[Stored entries]
- - -

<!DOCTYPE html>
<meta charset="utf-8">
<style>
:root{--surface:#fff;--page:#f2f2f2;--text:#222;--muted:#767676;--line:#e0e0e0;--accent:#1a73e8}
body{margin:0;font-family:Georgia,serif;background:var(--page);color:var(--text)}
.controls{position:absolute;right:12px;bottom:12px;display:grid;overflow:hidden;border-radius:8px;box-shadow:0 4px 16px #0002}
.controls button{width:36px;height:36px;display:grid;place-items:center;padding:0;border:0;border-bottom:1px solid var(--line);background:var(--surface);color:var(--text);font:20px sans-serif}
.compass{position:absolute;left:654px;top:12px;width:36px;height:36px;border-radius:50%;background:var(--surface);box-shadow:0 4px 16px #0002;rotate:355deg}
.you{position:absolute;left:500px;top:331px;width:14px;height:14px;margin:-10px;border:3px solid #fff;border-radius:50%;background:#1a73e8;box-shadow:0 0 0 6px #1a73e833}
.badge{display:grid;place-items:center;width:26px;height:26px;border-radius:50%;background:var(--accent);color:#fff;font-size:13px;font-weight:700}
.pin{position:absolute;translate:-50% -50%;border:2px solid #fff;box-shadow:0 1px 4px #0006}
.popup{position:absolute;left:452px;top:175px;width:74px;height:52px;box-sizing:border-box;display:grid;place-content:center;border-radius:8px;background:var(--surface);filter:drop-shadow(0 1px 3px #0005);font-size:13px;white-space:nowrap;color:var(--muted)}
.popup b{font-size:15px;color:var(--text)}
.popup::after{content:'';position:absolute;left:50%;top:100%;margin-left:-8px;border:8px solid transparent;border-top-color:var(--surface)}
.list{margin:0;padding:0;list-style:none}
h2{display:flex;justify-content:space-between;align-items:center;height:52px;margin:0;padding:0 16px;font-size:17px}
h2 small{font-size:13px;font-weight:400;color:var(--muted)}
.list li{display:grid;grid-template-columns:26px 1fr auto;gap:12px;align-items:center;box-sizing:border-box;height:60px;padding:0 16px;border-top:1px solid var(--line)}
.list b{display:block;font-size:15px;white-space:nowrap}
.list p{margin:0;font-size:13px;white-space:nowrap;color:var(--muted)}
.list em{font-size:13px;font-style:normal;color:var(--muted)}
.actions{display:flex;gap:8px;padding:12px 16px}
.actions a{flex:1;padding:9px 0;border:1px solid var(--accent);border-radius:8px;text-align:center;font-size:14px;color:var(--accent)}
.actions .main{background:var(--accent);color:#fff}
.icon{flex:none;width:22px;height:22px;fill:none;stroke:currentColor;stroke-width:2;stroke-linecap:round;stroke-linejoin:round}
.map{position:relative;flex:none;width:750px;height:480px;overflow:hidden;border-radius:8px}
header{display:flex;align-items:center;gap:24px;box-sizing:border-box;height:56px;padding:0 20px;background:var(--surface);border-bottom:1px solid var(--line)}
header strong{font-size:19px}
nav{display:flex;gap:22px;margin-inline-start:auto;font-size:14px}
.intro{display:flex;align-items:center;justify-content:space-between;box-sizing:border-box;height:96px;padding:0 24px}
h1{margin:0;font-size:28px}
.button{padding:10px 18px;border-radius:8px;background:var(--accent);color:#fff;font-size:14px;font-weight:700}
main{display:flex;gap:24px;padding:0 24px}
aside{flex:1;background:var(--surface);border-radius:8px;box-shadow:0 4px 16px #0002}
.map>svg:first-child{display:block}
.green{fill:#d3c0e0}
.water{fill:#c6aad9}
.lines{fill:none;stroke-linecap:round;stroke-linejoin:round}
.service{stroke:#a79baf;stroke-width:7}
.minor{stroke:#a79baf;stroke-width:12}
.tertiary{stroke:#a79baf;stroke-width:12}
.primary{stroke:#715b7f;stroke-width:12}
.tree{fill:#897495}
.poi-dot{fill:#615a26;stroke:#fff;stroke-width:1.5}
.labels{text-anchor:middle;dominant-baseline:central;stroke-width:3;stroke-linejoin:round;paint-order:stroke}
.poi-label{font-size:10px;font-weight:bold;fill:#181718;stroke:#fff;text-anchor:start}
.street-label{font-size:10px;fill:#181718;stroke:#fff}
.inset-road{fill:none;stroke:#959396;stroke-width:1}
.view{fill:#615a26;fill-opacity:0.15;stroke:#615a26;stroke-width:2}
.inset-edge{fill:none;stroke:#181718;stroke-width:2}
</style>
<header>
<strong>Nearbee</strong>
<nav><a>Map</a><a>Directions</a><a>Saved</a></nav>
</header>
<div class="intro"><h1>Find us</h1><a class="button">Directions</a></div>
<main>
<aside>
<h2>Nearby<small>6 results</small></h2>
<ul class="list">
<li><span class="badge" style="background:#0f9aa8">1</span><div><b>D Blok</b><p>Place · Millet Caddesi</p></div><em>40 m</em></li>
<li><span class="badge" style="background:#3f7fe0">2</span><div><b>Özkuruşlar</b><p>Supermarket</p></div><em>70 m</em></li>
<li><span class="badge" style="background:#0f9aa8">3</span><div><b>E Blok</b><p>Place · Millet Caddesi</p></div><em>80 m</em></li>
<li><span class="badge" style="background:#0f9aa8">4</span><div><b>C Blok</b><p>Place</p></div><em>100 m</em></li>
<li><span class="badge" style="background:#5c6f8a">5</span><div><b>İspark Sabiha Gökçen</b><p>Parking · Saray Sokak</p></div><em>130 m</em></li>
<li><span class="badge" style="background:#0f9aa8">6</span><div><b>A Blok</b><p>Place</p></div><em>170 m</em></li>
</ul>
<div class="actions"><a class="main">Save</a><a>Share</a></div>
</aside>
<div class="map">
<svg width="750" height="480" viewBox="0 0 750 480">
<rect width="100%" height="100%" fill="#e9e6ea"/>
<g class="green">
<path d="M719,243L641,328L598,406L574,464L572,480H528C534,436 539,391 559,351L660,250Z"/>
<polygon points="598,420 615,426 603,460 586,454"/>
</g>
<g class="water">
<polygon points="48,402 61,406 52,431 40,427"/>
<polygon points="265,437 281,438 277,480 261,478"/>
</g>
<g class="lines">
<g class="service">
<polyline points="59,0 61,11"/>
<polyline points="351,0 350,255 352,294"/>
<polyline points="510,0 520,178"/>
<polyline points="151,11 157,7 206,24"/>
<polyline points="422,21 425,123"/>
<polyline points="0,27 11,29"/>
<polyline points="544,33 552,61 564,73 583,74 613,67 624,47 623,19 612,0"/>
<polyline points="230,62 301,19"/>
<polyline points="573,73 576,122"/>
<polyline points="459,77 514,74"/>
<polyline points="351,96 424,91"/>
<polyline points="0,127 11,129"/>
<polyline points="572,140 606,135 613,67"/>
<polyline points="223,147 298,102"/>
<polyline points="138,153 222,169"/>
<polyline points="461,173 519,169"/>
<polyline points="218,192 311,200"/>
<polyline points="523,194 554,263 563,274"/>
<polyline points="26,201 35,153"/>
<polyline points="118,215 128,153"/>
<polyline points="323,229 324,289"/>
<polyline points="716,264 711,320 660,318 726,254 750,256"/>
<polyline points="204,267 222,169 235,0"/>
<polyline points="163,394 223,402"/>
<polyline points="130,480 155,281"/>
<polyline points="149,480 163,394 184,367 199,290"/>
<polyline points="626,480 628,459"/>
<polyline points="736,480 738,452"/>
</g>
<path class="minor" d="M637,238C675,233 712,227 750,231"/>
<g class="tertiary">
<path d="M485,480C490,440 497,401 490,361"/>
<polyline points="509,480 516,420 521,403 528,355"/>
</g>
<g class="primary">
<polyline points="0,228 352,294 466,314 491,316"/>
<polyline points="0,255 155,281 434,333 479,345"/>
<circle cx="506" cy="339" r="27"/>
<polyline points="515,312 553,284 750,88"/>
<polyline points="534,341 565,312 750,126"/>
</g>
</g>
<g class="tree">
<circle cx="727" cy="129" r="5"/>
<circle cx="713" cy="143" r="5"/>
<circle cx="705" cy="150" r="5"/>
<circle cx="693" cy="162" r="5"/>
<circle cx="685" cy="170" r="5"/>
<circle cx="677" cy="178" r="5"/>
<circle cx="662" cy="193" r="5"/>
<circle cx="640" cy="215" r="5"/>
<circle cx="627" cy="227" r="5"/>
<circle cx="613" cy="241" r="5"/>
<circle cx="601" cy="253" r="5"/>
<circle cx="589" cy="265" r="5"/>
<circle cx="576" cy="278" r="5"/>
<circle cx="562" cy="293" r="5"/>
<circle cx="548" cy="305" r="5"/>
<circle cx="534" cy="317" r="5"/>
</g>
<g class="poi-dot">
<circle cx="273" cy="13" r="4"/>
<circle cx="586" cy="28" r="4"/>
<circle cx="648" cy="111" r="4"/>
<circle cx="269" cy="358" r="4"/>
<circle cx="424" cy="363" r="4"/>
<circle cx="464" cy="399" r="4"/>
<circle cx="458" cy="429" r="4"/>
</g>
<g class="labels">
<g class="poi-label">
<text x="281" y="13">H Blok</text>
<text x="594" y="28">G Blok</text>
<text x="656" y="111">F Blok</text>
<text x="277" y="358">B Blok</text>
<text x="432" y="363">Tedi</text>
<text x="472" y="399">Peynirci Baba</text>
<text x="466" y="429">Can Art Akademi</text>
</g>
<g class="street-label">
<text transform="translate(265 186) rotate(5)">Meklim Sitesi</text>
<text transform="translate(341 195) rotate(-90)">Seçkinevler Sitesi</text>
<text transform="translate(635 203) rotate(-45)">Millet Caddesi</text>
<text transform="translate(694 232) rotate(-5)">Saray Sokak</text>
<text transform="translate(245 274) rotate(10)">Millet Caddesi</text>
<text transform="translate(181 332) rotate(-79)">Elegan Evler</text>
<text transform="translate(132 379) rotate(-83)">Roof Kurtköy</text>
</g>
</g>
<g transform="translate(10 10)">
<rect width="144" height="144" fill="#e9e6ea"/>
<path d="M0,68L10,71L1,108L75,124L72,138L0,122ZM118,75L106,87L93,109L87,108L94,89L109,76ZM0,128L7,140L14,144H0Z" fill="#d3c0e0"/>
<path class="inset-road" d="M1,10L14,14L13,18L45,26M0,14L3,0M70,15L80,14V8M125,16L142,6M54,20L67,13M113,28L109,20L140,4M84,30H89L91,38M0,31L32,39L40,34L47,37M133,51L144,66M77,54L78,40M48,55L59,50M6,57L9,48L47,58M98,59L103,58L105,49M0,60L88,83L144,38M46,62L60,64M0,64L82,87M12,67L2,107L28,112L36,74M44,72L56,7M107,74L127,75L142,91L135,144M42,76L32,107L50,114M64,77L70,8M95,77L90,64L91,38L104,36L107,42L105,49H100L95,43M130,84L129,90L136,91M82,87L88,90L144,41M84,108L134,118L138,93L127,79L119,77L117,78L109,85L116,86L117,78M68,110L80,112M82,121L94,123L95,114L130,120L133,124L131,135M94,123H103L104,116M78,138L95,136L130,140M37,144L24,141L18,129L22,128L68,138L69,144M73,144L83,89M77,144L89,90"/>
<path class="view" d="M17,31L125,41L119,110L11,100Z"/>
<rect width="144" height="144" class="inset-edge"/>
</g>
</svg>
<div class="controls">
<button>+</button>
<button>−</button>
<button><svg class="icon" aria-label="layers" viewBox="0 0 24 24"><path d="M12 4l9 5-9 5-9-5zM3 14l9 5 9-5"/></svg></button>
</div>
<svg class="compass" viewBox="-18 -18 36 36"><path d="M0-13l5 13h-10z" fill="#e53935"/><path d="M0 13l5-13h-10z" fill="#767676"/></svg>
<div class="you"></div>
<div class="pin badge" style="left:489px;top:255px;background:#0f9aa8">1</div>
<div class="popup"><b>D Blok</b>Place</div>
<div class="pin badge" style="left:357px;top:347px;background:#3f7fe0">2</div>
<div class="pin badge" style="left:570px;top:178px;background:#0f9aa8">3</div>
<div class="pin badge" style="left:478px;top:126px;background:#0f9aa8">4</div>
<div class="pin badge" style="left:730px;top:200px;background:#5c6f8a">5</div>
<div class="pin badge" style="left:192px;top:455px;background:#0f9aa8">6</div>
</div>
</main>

- - -

[TASK]
Your answer should consist of copies of the lines above that include the string "linejoin".

[WRITTEN RESPONSE]
.icon{flex:none;width:22px;height:22px;fill:none;stroke:currentColor;stroke-width:2;stroke-linecap:round;stroke-linejoin:round}
.lines{fill:none;stroke-linecap:round;stroke-linejoin:round}
.labels{text-anchor:middle;dominant-baseline:central;stroke-width:3;stroke-linejoin:round;paint-order:stroke}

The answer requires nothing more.